#### [TASK DESCRIPTION]
In the listing below, find each line holding "buttons" and copy it.

───── TASK DATA

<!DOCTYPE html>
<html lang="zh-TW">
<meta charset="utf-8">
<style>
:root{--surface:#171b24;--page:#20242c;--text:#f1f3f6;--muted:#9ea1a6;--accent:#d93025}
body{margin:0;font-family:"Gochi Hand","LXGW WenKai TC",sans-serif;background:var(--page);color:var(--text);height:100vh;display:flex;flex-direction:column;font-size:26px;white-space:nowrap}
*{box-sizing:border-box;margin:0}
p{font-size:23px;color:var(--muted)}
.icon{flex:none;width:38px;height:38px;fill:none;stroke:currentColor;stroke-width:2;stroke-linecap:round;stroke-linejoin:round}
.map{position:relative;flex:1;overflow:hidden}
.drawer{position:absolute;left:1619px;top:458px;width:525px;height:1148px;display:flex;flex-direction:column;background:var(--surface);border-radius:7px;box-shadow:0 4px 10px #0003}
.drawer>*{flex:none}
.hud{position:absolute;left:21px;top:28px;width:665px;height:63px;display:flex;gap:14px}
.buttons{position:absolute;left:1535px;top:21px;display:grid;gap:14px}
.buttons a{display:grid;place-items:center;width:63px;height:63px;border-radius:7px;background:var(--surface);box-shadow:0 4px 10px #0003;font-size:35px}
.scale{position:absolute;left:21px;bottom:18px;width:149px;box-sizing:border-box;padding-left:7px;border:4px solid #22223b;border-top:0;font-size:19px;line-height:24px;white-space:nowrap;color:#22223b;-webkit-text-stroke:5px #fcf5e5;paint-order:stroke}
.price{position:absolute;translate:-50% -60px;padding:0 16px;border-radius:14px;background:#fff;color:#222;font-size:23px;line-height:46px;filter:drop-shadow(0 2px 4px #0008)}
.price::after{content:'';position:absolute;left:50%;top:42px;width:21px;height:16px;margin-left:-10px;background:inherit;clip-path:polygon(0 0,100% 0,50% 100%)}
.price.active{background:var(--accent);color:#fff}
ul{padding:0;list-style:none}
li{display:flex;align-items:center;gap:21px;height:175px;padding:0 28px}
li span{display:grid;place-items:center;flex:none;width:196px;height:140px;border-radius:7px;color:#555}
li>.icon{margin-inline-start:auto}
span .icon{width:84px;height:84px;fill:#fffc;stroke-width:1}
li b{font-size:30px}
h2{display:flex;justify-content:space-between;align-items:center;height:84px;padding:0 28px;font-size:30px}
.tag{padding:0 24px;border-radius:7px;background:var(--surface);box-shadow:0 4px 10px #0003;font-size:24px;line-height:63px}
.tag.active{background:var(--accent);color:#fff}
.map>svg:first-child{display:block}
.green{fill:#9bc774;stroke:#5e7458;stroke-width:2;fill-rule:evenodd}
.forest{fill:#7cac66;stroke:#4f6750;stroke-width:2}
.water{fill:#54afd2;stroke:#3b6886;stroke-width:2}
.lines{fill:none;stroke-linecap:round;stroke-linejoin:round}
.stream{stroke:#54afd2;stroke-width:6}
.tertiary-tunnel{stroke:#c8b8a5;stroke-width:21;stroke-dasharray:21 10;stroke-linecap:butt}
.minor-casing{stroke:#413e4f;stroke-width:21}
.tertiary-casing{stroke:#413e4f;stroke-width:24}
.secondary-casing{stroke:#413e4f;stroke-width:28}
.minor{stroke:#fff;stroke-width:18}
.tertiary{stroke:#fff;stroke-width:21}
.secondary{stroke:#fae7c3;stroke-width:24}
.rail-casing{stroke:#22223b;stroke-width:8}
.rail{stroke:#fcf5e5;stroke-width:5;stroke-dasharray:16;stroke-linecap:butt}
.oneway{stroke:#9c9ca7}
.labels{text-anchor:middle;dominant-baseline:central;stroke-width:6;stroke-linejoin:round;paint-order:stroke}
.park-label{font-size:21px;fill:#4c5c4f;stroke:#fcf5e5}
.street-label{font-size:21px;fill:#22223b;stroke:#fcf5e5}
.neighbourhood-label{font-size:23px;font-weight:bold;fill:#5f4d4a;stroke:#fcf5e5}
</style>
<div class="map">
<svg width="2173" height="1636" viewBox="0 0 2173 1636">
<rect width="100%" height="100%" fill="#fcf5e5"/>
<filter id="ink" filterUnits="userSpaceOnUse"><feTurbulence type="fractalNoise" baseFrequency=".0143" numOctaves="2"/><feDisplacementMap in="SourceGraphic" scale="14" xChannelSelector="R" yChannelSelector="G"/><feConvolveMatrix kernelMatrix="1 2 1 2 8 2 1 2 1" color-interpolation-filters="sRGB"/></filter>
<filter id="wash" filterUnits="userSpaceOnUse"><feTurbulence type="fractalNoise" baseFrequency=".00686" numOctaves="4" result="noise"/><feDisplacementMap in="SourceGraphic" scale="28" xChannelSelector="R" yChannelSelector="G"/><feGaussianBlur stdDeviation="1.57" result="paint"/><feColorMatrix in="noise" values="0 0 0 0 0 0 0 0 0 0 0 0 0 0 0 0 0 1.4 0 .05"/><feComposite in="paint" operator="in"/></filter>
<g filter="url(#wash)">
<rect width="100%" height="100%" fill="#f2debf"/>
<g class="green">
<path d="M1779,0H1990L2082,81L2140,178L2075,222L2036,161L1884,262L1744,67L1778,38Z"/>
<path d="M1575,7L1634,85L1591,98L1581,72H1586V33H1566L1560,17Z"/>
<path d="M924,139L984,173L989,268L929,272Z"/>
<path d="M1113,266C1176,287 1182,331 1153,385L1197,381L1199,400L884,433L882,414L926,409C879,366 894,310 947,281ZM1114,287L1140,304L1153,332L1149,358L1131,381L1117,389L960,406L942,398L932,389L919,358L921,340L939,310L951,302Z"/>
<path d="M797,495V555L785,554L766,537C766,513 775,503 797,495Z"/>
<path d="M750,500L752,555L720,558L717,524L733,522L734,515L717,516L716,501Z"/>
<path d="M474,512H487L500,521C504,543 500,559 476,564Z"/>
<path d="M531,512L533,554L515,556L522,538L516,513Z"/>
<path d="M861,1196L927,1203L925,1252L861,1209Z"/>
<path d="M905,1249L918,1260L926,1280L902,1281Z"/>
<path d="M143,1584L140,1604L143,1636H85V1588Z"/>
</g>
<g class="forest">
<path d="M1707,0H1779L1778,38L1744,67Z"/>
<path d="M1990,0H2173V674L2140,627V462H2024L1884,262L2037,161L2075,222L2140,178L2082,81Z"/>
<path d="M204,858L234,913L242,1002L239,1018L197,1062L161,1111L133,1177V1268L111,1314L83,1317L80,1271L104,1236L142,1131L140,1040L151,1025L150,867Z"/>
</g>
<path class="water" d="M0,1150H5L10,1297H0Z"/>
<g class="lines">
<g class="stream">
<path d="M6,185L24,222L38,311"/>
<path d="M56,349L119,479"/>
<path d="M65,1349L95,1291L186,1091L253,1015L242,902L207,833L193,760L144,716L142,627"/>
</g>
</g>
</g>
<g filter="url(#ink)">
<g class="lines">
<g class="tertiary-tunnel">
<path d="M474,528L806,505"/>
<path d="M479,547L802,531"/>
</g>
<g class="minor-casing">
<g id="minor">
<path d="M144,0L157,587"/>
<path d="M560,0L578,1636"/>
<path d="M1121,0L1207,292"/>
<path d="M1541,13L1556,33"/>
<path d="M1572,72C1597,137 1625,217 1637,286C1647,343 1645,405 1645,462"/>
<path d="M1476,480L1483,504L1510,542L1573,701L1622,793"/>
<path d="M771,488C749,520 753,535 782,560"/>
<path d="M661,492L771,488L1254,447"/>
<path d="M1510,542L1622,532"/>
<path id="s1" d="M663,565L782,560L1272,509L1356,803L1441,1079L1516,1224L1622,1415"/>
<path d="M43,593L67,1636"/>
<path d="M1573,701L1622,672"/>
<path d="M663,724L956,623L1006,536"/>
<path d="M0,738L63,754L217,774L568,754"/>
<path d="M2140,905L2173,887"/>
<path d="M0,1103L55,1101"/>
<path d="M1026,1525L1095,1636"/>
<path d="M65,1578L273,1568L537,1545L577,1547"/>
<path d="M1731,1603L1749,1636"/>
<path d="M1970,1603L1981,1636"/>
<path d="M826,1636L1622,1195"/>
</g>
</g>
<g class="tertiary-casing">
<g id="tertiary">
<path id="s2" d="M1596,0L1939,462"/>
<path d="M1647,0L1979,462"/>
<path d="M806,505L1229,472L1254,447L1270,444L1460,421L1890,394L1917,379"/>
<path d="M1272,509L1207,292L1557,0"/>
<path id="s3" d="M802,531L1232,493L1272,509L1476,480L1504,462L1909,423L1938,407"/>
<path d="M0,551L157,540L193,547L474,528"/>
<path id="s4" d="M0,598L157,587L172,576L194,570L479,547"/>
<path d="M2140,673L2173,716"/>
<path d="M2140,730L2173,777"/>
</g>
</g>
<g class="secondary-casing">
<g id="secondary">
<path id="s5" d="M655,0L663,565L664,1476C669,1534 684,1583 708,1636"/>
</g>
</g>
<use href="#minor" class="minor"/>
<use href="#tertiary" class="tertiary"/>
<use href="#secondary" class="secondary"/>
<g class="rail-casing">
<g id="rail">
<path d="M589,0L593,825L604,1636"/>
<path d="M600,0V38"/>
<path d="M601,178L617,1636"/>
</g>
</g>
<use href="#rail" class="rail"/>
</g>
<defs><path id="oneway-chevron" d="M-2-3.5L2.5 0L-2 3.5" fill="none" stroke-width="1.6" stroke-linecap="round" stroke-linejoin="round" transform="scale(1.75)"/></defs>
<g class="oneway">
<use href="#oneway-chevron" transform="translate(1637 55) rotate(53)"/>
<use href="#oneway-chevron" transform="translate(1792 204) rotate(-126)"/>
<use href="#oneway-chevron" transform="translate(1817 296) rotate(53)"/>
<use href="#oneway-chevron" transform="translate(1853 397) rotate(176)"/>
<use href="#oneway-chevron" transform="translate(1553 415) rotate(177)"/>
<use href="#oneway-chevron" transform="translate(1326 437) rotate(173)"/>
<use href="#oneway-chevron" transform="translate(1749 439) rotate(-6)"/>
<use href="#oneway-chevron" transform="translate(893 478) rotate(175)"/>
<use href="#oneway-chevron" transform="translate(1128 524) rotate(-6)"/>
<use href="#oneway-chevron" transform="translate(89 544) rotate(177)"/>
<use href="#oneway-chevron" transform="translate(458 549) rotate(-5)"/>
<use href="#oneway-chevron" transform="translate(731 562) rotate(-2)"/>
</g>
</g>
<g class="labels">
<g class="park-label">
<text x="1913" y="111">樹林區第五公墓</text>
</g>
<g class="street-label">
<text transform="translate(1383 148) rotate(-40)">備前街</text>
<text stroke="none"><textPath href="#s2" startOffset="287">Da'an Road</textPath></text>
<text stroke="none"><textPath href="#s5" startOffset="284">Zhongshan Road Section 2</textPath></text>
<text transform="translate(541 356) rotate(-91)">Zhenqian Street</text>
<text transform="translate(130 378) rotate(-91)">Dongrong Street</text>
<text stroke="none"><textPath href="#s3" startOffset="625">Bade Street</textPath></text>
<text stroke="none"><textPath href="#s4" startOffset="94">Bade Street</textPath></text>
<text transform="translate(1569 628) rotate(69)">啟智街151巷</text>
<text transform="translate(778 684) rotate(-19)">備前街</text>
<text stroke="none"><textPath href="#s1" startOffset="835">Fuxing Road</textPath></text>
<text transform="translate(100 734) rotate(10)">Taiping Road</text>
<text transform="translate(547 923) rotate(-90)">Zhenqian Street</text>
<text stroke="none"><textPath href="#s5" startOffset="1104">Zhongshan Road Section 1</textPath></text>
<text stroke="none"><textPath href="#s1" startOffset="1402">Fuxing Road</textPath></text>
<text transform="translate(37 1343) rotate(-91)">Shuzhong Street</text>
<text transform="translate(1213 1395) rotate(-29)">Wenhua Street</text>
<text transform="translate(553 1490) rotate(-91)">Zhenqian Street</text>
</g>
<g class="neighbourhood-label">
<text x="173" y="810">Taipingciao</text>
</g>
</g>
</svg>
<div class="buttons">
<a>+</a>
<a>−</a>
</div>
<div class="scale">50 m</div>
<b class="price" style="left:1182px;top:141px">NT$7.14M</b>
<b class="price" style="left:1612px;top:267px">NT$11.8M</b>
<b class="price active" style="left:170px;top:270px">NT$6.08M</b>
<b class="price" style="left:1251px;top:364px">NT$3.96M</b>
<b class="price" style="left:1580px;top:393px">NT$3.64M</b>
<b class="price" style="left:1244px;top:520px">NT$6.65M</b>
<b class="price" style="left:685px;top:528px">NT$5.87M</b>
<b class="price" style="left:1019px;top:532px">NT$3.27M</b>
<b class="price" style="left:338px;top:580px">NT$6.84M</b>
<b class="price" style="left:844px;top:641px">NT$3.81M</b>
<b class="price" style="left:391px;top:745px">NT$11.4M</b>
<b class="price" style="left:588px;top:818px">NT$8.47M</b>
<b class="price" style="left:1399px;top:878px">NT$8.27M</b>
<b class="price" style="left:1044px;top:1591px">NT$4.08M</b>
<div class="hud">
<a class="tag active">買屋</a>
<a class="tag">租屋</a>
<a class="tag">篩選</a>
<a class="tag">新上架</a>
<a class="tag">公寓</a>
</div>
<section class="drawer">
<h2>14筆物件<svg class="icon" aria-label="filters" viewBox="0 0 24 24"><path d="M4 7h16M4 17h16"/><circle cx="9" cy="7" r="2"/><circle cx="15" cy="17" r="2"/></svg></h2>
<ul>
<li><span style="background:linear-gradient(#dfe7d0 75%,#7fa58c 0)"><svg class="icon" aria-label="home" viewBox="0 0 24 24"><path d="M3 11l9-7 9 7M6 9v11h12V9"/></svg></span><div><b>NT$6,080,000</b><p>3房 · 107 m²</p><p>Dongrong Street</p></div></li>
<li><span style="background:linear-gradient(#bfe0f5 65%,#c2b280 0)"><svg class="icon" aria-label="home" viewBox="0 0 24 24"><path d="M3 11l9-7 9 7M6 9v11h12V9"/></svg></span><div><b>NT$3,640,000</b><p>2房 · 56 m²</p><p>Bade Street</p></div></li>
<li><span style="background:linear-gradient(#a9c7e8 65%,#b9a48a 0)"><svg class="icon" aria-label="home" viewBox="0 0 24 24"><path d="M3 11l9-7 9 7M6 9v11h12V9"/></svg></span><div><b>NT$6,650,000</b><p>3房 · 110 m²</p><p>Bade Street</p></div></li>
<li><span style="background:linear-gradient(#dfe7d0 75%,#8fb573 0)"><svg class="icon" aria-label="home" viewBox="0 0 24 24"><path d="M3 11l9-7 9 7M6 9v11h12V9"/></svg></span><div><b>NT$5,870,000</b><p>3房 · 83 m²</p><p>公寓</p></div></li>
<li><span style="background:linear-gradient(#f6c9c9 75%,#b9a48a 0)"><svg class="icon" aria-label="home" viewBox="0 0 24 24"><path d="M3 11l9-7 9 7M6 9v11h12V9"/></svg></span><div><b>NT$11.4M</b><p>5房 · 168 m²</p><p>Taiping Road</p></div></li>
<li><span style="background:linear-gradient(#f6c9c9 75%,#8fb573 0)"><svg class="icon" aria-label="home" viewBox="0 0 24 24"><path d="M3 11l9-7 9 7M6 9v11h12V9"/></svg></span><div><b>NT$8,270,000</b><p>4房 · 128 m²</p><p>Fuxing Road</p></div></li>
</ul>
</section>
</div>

──────────

#### [TASK RESPONSE]
.buttons{position:absolute;left:1535px;top:21px;display:grid;gap:14px}
.buttons a{display:grid;place-items:center;width:63px;height:63px;border-radius:7px;background:var(--surface);box-shadow:0 4px 10px #0003;font-size:35px}
<div class="buttons">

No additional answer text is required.